- Dataset entries:

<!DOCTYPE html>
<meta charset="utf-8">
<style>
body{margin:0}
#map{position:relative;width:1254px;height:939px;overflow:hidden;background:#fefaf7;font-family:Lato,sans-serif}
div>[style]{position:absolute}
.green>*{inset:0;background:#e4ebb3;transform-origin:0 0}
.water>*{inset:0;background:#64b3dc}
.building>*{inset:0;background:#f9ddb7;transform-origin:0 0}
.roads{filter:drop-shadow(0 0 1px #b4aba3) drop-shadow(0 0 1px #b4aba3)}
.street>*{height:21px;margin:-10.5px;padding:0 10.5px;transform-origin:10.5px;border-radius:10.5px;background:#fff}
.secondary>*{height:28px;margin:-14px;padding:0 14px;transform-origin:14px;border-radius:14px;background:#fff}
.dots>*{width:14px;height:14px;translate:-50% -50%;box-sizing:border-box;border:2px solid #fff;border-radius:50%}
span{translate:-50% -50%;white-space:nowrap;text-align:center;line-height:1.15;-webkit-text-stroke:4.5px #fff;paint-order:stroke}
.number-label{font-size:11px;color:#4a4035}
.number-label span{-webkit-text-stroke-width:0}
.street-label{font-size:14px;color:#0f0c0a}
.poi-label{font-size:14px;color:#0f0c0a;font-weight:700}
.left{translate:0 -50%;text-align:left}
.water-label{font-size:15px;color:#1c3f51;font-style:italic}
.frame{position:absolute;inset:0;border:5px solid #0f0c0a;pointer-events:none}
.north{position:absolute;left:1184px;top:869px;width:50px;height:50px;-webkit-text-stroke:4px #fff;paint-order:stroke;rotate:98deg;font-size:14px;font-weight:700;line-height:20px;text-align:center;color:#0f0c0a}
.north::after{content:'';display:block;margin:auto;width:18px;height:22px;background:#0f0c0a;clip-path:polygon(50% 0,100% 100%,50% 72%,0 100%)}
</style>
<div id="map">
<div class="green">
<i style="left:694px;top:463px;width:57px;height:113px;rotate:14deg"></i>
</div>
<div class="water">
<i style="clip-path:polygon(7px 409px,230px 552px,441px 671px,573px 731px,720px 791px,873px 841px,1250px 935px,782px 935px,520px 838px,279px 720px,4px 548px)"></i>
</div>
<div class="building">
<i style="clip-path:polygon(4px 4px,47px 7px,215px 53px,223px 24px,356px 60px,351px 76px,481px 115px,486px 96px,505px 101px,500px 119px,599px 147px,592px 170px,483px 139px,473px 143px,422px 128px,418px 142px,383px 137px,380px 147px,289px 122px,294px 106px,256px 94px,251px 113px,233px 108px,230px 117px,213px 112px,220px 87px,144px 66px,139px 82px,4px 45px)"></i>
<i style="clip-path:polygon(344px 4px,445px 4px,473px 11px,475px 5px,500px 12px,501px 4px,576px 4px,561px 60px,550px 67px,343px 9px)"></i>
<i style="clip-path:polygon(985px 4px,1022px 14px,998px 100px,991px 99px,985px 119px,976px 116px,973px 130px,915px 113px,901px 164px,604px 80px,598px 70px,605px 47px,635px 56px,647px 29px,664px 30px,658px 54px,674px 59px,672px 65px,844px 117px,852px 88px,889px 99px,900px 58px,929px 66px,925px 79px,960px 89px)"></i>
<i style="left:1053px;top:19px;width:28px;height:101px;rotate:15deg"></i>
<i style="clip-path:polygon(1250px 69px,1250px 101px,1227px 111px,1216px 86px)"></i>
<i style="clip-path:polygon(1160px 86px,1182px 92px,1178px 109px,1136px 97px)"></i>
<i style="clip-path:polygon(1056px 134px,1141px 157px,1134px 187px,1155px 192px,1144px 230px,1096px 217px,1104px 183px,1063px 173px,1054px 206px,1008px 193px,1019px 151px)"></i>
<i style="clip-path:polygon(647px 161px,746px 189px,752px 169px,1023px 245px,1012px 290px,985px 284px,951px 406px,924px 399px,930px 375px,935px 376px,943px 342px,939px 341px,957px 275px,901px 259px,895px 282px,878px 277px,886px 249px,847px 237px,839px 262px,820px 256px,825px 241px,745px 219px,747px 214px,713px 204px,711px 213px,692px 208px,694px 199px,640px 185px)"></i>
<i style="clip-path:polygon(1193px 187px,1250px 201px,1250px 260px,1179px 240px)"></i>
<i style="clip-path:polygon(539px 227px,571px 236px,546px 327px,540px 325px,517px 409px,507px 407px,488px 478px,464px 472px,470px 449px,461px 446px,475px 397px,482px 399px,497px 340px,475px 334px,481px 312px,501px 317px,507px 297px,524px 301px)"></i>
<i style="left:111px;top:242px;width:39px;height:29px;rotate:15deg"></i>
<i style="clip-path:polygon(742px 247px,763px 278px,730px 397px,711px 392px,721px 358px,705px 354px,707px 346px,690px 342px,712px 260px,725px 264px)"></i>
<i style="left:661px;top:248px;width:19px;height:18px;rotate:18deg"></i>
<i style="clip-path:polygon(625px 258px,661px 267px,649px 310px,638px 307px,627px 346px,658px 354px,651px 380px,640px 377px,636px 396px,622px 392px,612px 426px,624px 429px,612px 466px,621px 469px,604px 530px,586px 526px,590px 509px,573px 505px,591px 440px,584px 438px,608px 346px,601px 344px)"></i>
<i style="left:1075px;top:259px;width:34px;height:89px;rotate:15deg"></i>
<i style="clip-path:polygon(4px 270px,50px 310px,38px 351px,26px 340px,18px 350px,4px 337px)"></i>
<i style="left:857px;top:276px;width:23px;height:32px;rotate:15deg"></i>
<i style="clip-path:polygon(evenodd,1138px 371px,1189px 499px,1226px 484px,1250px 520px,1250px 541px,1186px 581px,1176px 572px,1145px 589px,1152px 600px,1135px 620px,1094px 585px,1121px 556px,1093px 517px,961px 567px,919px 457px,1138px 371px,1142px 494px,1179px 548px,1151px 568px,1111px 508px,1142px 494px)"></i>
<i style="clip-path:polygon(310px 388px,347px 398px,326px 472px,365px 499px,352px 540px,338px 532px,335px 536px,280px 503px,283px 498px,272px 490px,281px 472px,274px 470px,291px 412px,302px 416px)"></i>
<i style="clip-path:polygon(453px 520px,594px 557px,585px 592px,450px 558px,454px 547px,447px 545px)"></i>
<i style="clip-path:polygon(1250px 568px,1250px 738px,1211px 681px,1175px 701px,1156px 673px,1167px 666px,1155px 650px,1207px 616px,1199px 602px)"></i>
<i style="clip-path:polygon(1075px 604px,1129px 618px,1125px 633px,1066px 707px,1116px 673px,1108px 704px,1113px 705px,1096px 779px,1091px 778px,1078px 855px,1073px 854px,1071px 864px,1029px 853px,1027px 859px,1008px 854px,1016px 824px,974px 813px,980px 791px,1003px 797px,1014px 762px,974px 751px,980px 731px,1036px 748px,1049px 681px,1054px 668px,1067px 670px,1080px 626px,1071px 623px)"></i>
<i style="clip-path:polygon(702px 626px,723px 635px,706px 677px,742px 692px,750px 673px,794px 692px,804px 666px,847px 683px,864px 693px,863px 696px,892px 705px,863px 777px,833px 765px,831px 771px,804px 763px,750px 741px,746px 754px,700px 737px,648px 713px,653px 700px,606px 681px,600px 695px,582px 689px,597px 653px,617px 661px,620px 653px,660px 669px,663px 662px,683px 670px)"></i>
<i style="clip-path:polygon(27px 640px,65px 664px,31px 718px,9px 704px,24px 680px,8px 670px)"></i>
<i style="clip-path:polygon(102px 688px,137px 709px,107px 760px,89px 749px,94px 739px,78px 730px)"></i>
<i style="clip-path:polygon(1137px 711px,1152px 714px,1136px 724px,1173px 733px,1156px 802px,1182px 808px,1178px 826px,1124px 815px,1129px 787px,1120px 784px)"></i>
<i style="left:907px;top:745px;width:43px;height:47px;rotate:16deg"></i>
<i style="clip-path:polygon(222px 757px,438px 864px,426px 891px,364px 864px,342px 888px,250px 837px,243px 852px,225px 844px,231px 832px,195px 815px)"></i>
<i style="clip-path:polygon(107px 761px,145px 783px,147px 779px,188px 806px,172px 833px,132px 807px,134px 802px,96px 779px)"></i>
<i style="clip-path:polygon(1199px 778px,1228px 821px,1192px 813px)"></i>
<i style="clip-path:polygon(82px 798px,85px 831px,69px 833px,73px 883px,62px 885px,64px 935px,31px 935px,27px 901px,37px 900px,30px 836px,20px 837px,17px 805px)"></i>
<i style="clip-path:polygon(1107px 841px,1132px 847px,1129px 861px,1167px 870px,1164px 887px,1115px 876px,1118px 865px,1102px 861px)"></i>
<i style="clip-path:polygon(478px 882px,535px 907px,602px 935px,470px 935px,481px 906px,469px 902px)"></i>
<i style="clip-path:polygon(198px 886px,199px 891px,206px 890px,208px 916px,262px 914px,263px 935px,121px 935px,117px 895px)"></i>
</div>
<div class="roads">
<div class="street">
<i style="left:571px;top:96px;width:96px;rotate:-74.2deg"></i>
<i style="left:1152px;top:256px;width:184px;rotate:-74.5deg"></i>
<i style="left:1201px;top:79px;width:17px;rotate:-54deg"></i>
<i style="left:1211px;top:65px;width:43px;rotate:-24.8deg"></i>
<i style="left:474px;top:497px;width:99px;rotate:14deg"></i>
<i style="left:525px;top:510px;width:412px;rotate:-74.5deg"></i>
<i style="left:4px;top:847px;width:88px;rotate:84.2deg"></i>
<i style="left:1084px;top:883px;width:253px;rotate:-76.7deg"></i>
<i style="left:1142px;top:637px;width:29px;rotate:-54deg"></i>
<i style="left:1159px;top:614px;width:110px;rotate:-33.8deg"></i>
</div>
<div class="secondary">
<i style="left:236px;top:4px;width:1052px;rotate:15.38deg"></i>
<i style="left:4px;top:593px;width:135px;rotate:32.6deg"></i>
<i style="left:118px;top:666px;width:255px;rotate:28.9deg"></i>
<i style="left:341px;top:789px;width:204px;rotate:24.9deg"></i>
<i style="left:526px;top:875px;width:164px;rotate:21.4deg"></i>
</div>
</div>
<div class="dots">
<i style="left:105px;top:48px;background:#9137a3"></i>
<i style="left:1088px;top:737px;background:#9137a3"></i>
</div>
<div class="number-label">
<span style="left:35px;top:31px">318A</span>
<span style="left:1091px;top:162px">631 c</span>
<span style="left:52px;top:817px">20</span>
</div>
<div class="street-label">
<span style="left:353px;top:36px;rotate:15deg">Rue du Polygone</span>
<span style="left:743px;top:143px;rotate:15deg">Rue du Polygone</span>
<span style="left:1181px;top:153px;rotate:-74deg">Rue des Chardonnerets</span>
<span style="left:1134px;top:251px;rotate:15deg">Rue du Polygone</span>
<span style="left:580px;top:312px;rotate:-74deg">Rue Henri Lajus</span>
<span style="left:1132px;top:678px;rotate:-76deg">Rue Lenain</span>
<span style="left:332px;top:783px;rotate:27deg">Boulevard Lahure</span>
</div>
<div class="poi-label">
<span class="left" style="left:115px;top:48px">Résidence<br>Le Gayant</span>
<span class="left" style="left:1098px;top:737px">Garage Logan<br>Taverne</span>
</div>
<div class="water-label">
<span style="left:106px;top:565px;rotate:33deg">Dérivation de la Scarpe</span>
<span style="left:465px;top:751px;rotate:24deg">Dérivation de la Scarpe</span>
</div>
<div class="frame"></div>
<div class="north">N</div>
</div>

- Your assignment: Scan the records for the word "weight" and copy every line where it is found.

- Solution to the exercise:
.poi-label{font-size:14px;color:#0f0c0a;font-weight:700}
.north{position:absolute;left:1184px;top:869px;width:50px;height:50px;-webkit-text-stroke:4px #fff;paint-order:stroke;rotate:98deg;font-size:14px;font-weight:700;line-height:20px;text-align:center;color:#0f0c0a}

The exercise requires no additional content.